Потом нужно было выпить водки. Водки не было, но был разбавленный спирт, который все пили из маленьких хрупких пластмассовых рюмочек и заедали мутными солеными огурцами. Остатки спирта отдали специальному кладбищенскому человеку, ему же дали сто рублей и попросили присмотреть за могилой. Тот поблагодарил и с почтением взял деньги, еду и спиртное.
Зал «Багульника» был по-провинциальному торжественный. С тюлевыми занавесками и золотистыми шторами тяжелого искусственного шелка. Стулья были с бордовыми подушечками из кожзама, а когда люди стали прибывать, служительницы зала принесли несколько заляпанных табуретов из кухни. Других нет, объяснили они, в соседнем зале были тихие поминки, там тоже не хватало стульев, поэтому, когда кто-то из наших гостей уходил, женщины мигом перехватывали стулья и уносили их в соседний зал. Я заглянула туда – он был с темной стороны, шторы в нем были не золотые, а темно-красные, от этого все казалось намного тяжелее, чем в нашем зале, где все понемногу смеялись, вспоминая туристическую молодость и работу на заводе. По очереди все вставали и говорили хорошие слова обо мне, о том, что я сделала очень важное дело – привезла им их любимую Анжеллу. Они все – и туристы, и заводчанки, и родственники – с большой нежностью относились к ней. Как будто каждой и каждому из них она открывала себя и дарила частицу своего сердца. Они с любовью смотрели на портрет молодой мамы, который стоял во главе стола, а когда гасла лампадка, меняли внутри нее свечу.

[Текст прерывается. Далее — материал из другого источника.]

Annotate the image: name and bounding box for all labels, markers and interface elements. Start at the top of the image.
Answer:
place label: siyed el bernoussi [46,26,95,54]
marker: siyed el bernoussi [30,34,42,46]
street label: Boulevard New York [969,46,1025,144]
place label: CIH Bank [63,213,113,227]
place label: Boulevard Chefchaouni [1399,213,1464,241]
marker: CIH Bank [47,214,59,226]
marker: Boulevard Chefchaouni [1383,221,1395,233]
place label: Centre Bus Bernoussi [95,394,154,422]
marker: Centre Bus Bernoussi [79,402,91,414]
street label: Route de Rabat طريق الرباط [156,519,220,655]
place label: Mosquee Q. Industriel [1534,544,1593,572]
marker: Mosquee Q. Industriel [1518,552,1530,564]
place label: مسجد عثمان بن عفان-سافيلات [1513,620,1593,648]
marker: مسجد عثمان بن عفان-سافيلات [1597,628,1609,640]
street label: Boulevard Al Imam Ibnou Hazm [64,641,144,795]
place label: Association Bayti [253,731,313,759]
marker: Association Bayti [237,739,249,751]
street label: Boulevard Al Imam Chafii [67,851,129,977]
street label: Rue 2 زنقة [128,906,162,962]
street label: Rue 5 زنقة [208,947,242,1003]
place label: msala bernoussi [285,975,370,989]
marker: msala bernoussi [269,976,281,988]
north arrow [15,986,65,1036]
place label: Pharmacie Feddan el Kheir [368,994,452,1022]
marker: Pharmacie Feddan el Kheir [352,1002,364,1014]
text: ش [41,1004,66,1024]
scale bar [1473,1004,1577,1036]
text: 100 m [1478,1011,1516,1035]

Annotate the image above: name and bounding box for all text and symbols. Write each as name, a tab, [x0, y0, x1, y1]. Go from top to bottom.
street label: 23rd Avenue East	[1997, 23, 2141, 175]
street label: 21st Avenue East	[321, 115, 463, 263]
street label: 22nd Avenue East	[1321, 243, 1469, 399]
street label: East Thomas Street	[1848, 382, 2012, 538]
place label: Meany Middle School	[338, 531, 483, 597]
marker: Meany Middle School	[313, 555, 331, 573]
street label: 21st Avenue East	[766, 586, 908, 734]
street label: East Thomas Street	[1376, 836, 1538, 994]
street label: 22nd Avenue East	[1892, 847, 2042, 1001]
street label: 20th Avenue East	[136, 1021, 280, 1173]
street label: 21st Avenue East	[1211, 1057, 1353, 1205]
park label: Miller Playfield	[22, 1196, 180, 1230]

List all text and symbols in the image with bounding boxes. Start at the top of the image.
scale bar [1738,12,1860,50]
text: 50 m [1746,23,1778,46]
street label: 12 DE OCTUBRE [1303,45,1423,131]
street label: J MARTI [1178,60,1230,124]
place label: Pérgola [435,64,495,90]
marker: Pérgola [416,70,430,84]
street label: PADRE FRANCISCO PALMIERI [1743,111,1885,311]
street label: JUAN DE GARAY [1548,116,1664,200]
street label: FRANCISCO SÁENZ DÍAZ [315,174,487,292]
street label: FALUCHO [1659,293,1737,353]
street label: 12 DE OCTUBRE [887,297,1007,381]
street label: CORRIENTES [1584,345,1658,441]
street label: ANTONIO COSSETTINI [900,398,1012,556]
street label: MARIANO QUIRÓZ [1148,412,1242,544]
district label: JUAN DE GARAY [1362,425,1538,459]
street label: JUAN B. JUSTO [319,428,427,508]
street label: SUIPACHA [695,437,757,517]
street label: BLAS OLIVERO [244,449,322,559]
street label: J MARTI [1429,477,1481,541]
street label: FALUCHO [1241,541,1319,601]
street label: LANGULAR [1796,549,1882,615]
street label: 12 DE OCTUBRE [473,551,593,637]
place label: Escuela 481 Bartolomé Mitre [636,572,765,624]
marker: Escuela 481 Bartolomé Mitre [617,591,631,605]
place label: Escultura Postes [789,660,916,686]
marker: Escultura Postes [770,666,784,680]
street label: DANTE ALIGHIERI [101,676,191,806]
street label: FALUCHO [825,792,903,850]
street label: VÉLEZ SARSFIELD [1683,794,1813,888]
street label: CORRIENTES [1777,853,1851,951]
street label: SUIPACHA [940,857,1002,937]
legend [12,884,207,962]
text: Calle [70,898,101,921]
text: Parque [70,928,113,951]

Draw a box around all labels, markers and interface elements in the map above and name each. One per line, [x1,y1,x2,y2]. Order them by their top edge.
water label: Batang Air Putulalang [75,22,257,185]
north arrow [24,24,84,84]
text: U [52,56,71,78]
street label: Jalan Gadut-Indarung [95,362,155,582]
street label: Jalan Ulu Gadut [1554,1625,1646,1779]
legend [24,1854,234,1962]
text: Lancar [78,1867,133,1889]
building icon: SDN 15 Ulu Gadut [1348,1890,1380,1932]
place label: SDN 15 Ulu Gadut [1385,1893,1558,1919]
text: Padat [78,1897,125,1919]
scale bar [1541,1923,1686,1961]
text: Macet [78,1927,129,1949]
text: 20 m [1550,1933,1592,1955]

Потом тетка отдала мне эту фотографию. Сначала я хотела увезти ее без рамки, но она удивленно посмотрела на меня. Как будто я хотела взять с собой килограмм картошки и при этом вернуть ей мешок. Она выхватила у меня фотографию и вправила увеличенное в фотошопе мамино лицо обратно, в темно-синюю с позолоченной косичкой рамку. Я привезла его фото в Москву. На нем мама улыбается, на шее у нее сверкают перепутанные между собой тонкие золотые цепочки, а глаза горят. Это день крестин моей троюродной сестры, мама была ее крестной матерью. Фото коллективное, на нем были еще измученная родами тетка и розовый нежный младенец, которого мама аккуратно прижимала к себе. Тетка попросила сотрудниц похоронного агентства вырезать маму, они вырезали ее голову и размыли светло-голубым цветом фон – стоявшую за ней этажерку, заваленную ползунками и видеокассетами. На этом фото мама радостная и загадочная, как голливудская звезда, стоит вполоборота и смотрит в объектив. Ее темно-золотая от загара кожа блестит, а темная коричневая родинка на шее придает ей какой-то немного порочный флер. У меня тоже есть такая родинка на шее. Ровно в том месте, где была мамина. Овальная точечка потемневшей выпуклой кожи вносит симпатичную асимметрию. Мама смотрит с этой фотографии, и за ее спиной – светло-голубое бесконечное пространство. Она как будто парит где-то там. Светло-голубой дымкой похоронные верстальщики создают эффект вечности и света, льющегося оттуда к нам, в мир живых.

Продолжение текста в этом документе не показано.